RECORDS FOR PROCESSING:
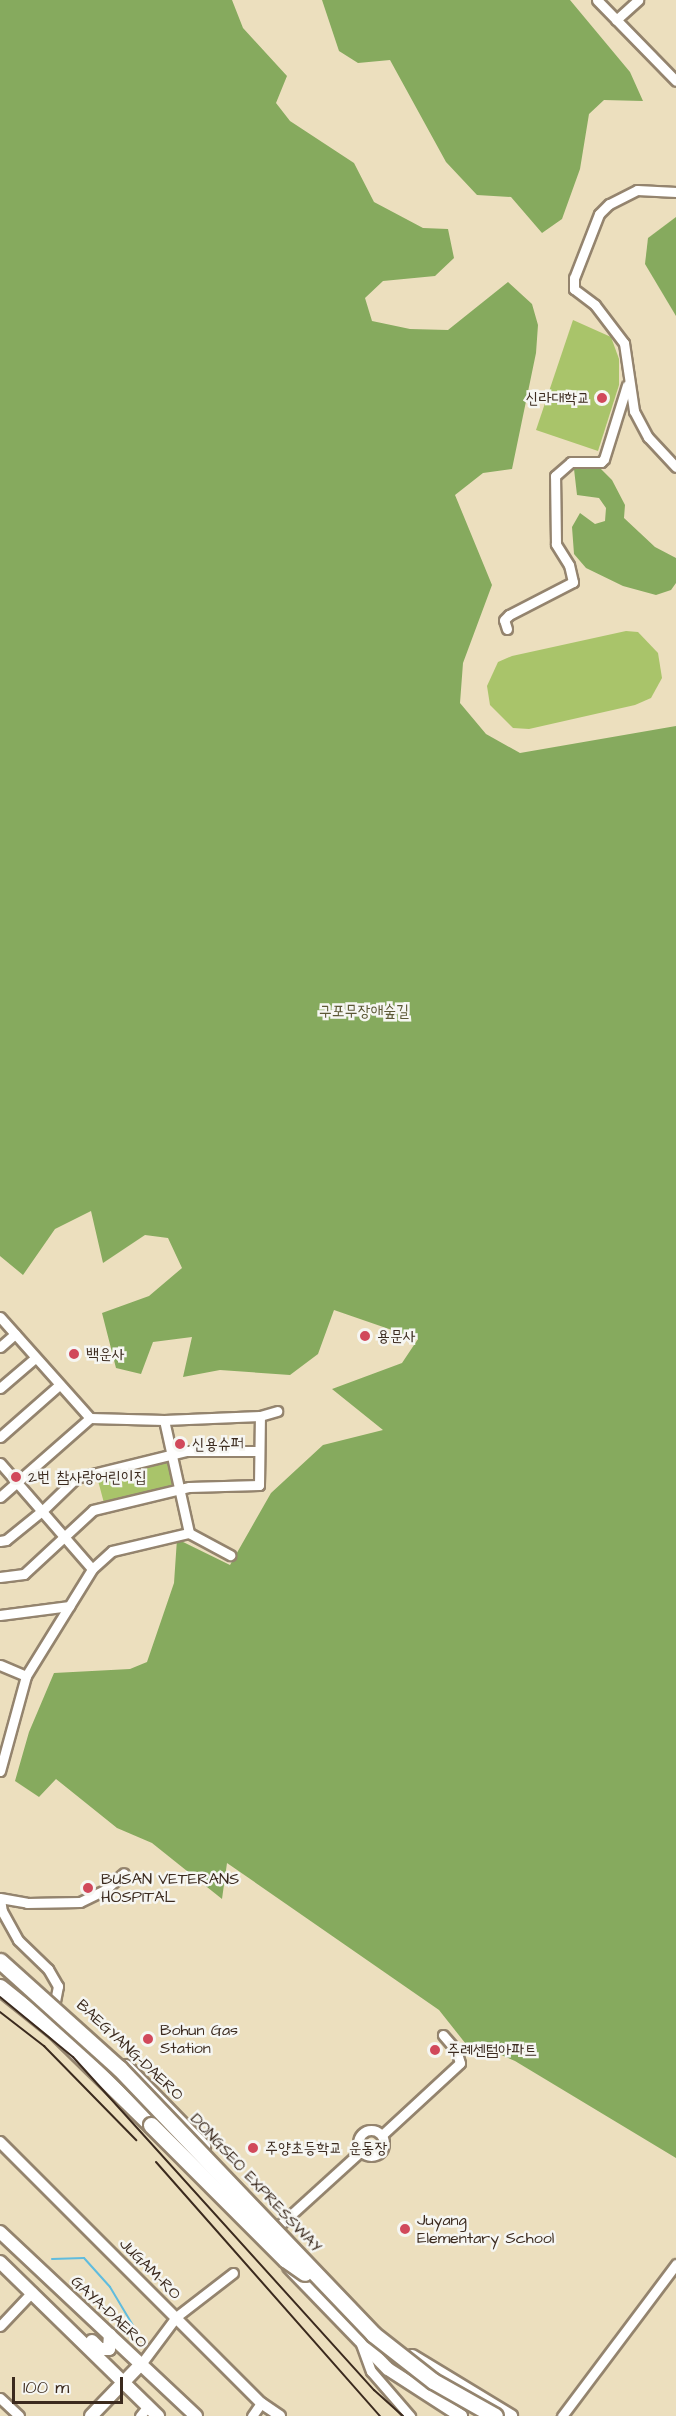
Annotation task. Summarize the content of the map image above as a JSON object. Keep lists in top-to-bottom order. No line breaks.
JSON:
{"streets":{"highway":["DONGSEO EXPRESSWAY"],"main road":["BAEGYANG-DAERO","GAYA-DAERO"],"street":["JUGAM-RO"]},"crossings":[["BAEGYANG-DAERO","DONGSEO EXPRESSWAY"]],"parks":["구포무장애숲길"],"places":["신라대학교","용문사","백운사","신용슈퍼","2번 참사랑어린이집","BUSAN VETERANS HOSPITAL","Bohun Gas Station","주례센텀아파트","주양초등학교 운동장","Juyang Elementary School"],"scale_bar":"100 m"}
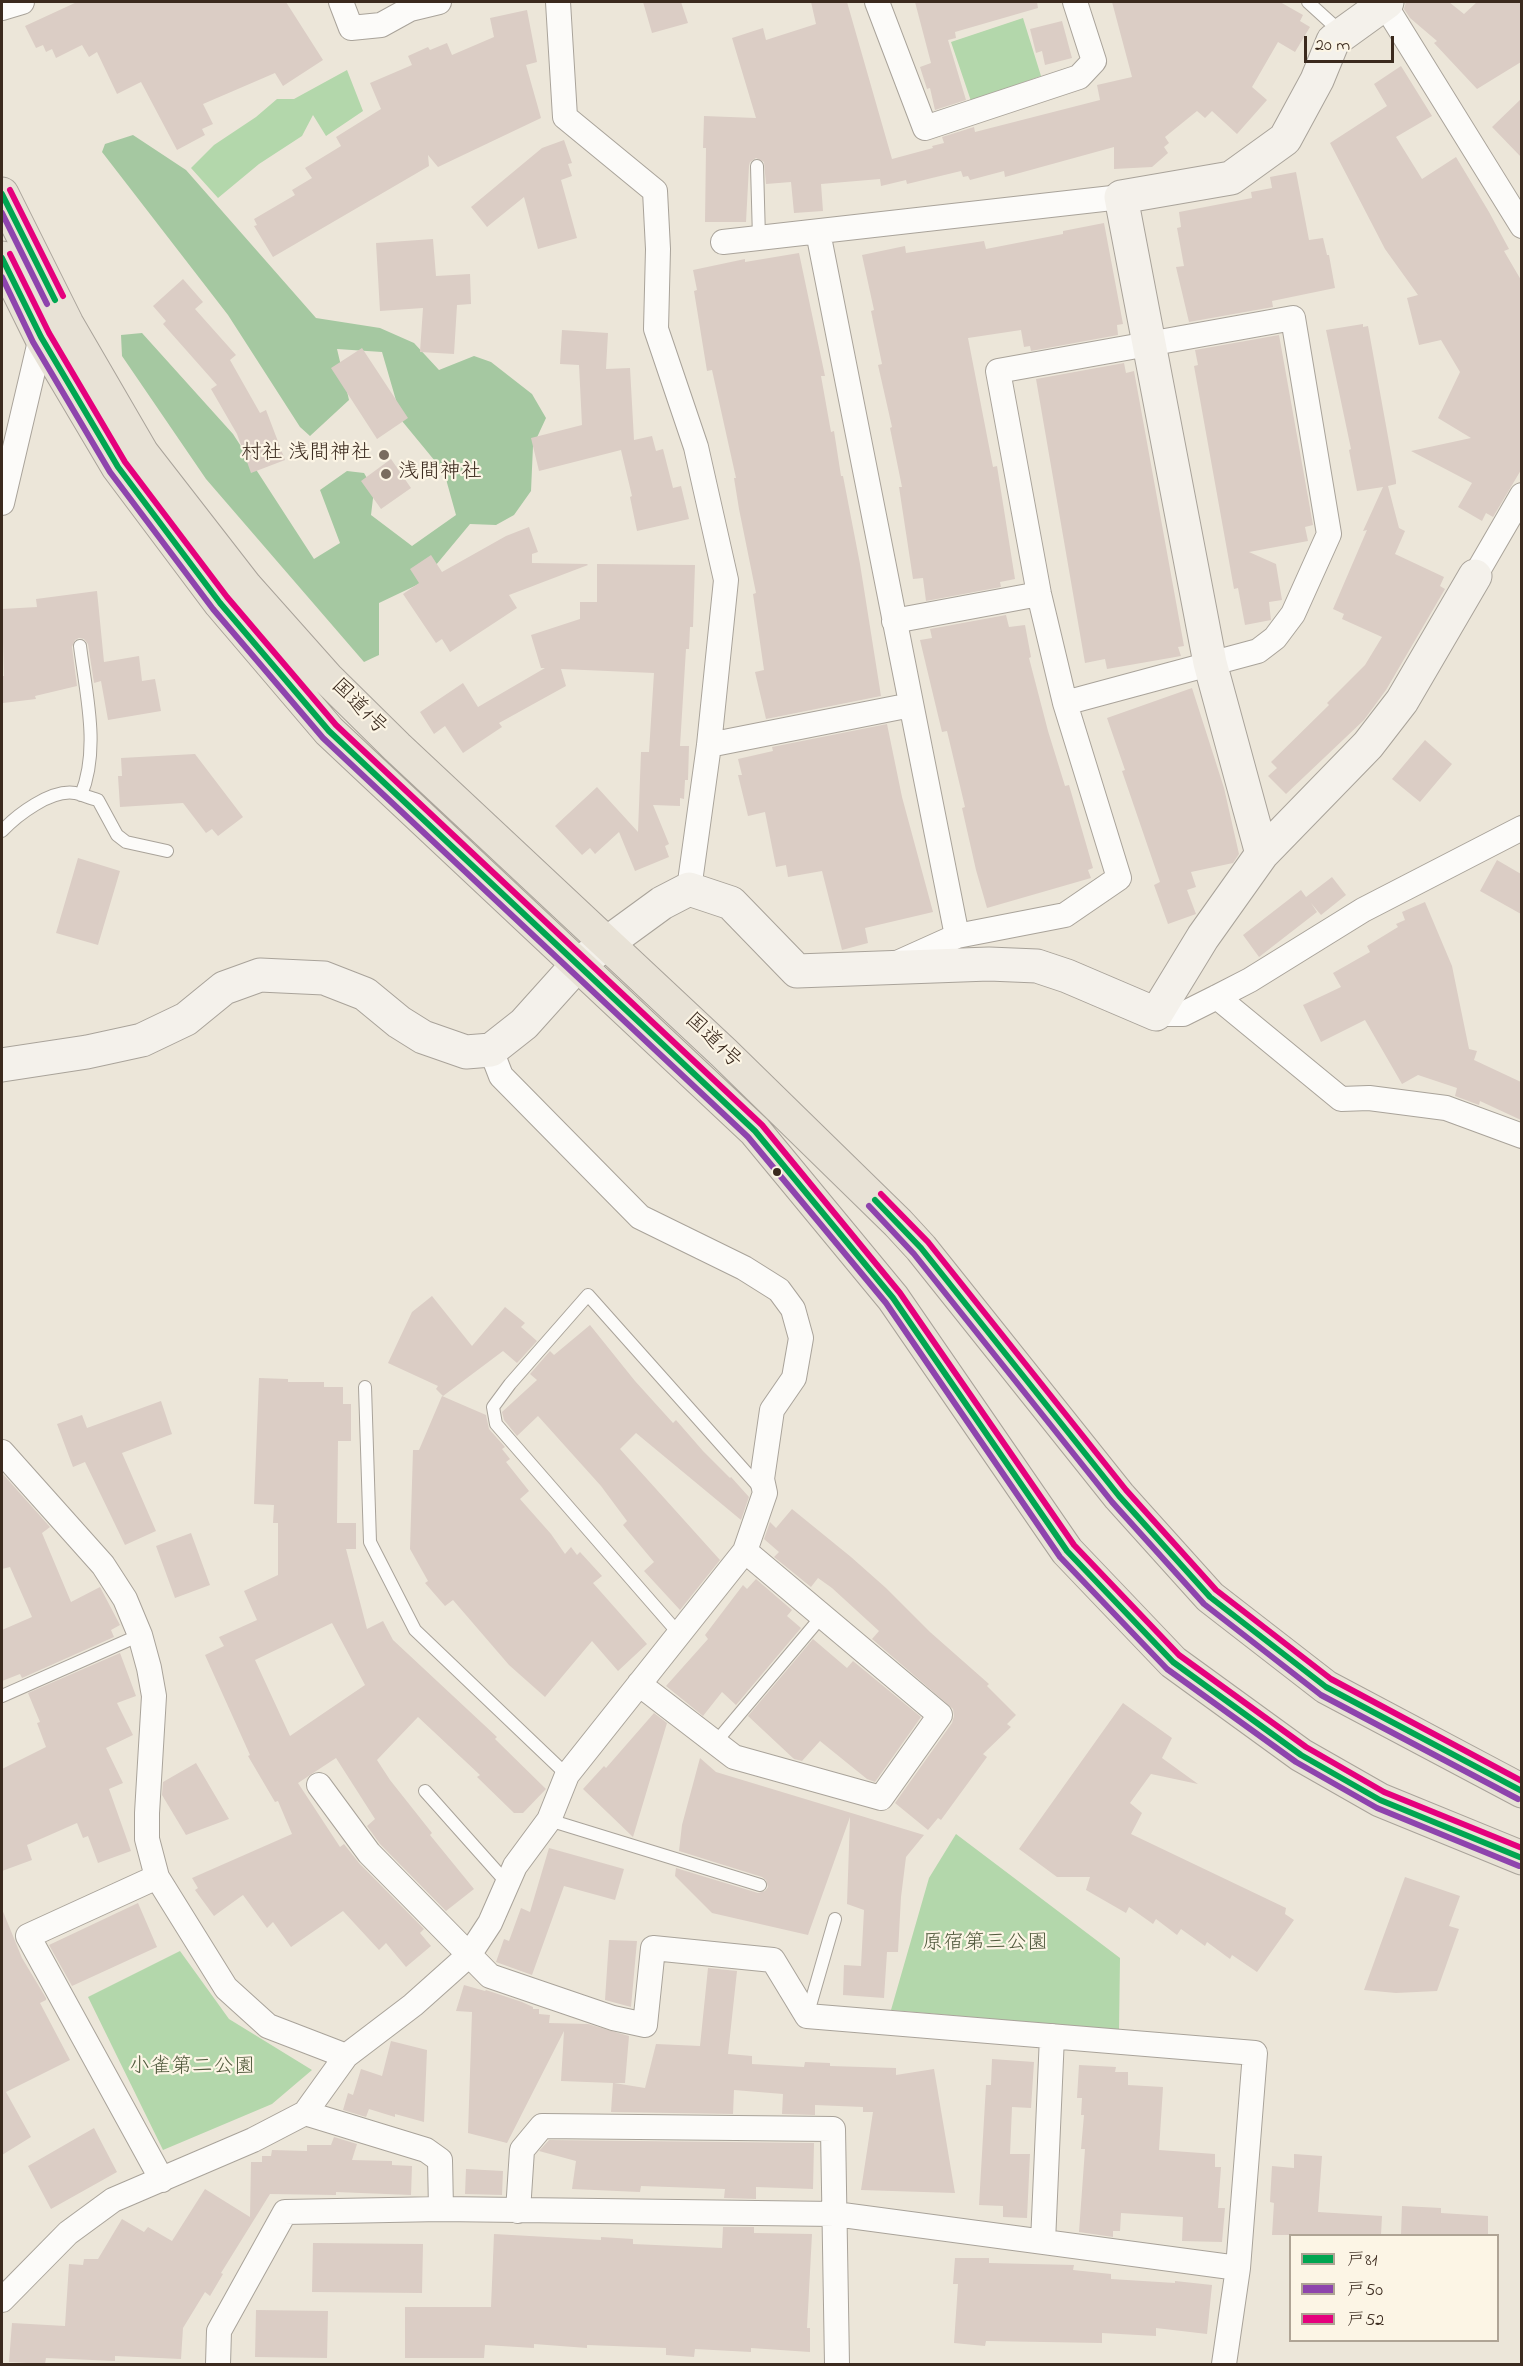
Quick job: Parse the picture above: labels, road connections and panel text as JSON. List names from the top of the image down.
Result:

REQUIRED ACTION:
Search the data for "above". Copy each line that has it.

ANSWER BELOW:
Annotation task. Summarize the content of the map image above as a JSON object. Keep lists in top-to-bottom order. No line breaks.
Quick job: Parse the picture above: labels, road connections and panel text as JSON. List names from the top of the image down.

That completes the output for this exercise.